India’s vehicle scrappage policy presents opportunity to nearly four million vehicles, says GlobalData

The voluntary vehicle scrappage policy under the Indian Union Budget 2021-22 will drive the sales of new fuel-efficient and environment-friendly vehicles, says GlobalData, a leading data and analytics company.

In the past few years, India’s auto industry has been witnessing subdued sales volumes and production declines stemming from both the macroeconomic and COVID-19 related issues. The reduction of the general sales tax (GST) on vehicles and the vehicle scrappage policy are the two main ingredients to revive the Indian auto industry.

The average operational life of a passenger vehicle in India stands at more than 25 years. As a result, older vehicles constitute a significant share of the present vehicle parc or vehicle in operation volume. Incentives offered in lieu of scrapping unfit old vehicles and other policy frameworks such as green taxes will bring down average vehicle lifetime on road.

Bakar Agwan, Senior Automotive Consultant at GlobalData, comments: “The voluntary scrappage of unfit old vehicles, aging more than 20 years, will bring in significant new volume sales of more fuel-efficient vehicles in the market. The policy mandates vehicles over 15 years of age to get a fitness certificate and the non-qualifying ones will be put off the road, indicating a mandatory scrappage of unfit vehicles.”

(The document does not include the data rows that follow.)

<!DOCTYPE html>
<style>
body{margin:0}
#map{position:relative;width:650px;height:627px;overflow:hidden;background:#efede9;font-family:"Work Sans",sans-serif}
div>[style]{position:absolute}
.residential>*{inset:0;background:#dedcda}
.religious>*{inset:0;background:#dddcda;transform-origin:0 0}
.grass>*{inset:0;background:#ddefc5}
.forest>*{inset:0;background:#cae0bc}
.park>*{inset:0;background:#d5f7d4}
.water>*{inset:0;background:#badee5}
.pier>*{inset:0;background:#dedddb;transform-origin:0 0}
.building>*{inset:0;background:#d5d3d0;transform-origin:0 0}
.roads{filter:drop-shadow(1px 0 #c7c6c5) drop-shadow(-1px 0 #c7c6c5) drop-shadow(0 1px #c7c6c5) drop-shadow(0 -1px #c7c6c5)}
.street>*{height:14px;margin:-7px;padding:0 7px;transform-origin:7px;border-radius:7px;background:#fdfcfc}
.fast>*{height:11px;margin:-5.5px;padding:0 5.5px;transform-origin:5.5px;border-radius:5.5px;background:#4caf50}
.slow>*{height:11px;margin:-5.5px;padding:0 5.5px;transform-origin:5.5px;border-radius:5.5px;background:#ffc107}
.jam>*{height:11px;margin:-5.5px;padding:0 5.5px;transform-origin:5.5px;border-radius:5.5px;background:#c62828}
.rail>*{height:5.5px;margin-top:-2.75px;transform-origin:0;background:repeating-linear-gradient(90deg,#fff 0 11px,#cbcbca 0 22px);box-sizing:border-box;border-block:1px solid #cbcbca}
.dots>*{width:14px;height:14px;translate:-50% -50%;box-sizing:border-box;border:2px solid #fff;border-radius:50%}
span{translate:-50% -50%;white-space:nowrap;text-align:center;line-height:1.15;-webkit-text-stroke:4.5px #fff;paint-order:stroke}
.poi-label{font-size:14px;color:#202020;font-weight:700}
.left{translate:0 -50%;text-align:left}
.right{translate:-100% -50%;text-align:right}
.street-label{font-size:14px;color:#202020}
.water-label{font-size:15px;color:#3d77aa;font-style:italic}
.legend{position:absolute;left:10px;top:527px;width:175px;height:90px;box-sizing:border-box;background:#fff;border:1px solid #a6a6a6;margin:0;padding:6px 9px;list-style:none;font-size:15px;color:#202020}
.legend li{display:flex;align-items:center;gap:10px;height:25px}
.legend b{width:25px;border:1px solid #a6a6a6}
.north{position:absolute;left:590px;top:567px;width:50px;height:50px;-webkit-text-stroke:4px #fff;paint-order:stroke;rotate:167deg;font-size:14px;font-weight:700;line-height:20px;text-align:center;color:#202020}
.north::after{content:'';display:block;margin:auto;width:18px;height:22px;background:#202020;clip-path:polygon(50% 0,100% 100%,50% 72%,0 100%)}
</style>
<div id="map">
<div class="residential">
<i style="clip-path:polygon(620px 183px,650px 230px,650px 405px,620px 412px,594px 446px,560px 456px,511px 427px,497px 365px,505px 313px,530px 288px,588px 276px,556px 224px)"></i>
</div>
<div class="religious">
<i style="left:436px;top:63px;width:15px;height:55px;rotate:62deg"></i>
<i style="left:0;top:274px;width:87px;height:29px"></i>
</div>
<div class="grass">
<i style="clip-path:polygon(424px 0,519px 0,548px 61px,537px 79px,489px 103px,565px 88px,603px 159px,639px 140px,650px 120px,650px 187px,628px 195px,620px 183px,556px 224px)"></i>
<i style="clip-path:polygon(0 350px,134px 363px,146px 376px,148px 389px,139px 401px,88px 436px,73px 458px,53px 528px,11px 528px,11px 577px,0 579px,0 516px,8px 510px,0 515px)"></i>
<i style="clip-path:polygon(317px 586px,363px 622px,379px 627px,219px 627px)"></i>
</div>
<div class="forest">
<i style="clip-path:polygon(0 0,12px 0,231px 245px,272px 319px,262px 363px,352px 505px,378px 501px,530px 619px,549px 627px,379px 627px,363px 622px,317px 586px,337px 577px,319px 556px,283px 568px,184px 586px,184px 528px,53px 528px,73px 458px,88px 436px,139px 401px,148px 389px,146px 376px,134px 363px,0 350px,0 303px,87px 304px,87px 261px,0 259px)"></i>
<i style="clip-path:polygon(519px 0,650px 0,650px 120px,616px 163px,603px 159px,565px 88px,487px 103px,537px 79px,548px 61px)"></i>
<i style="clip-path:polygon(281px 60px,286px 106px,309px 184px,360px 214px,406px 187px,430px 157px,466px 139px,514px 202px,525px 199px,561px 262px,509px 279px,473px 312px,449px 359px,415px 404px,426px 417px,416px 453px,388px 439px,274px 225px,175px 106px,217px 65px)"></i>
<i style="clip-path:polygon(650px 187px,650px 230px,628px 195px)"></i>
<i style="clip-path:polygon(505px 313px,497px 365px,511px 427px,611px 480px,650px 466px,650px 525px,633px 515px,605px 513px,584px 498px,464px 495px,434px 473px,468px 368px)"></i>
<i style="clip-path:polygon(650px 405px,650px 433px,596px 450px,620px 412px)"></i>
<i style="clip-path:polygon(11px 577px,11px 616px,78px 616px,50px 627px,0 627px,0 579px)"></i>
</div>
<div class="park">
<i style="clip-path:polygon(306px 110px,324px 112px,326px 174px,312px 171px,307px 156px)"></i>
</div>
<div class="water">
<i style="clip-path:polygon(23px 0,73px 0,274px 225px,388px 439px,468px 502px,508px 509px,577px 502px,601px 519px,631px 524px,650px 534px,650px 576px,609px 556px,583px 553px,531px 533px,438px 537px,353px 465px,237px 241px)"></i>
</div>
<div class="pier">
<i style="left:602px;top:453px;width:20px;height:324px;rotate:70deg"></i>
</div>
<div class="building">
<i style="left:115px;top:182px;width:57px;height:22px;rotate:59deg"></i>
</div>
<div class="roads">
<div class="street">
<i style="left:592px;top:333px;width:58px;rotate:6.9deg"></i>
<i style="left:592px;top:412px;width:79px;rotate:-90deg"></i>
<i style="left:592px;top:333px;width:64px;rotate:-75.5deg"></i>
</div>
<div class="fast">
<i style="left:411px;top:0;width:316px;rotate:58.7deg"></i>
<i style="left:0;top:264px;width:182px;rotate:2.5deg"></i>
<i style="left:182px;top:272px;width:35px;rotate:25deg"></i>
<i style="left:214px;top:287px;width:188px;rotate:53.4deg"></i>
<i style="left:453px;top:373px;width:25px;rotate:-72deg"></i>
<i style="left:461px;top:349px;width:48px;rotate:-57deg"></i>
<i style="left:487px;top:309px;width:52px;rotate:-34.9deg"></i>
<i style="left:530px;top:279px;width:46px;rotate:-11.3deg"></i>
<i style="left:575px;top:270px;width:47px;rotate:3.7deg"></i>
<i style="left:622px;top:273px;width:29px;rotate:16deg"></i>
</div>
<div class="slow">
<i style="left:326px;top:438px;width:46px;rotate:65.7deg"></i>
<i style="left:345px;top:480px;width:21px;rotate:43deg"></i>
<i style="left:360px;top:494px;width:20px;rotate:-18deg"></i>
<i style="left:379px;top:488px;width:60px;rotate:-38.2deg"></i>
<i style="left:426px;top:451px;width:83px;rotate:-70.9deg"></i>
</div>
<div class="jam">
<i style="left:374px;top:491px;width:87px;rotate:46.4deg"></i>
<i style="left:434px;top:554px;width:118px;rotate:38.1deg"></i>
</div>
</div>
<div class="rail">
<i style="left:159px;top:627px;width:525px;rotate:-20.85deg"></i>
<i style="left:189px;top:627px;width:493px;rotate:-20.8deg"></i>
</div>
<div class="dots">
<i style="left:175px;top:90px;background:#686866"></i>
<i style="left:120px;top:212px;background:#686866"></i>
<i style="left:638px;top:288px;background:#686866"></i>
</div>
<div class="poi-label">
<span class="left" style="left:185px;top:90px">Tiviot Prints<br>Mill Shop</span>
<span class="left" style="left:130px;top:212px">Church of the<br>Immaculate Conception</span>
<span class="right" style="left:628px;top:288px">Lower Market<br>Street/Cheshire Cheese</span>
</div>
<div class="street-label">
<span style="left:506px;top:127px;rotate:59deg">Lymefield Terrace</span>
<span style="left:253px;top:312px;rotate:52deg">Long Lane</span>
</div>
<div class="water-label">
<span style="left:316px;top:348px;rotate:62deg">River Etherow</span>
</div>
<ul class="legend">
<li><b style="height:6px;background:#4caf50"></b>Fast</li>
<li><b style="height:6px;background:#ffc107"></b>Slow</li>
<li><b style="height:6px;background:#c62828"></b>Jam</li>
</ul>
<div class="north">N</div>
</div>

According to GlobalData’s Automotive Intelligence Center, India had a light vehicle parc of 37.4 million vehicles in 2019, with growth to 44.7 million vehicles forecast by 2024. Vehicles aged 13 years and older constitute 12.7% or 4.74 million units of the total parc, with more than half of that total being more than 20 years old.”

India’s vehicle scrappage policy presents opportunity to nearly four million vehicles, says GlobalData

Without the scrappage policy, GlobalData expects the vehicle parc of vehicles aged 13 years and older to grow at a CAGR of 14% between 2019 and 2024.

Mr Agwan concludes: “The scrappage policy implementation for government vehicles makes complete economic sense and it ought to offer several benefits to OEMs as well as all tiers of component suppliers. The policy, if implemented successfully, will also reduce import of raw material for vehicle manufacturing. The government now needs to develop an ecosystem for bringing it to a mass-scale; setup a network of fitness testing centers, scrapping centers, waste disposal and recycling techniques. A robust scrapping network will make the policy a success in India by creating required demand stimulus for new vehicles.”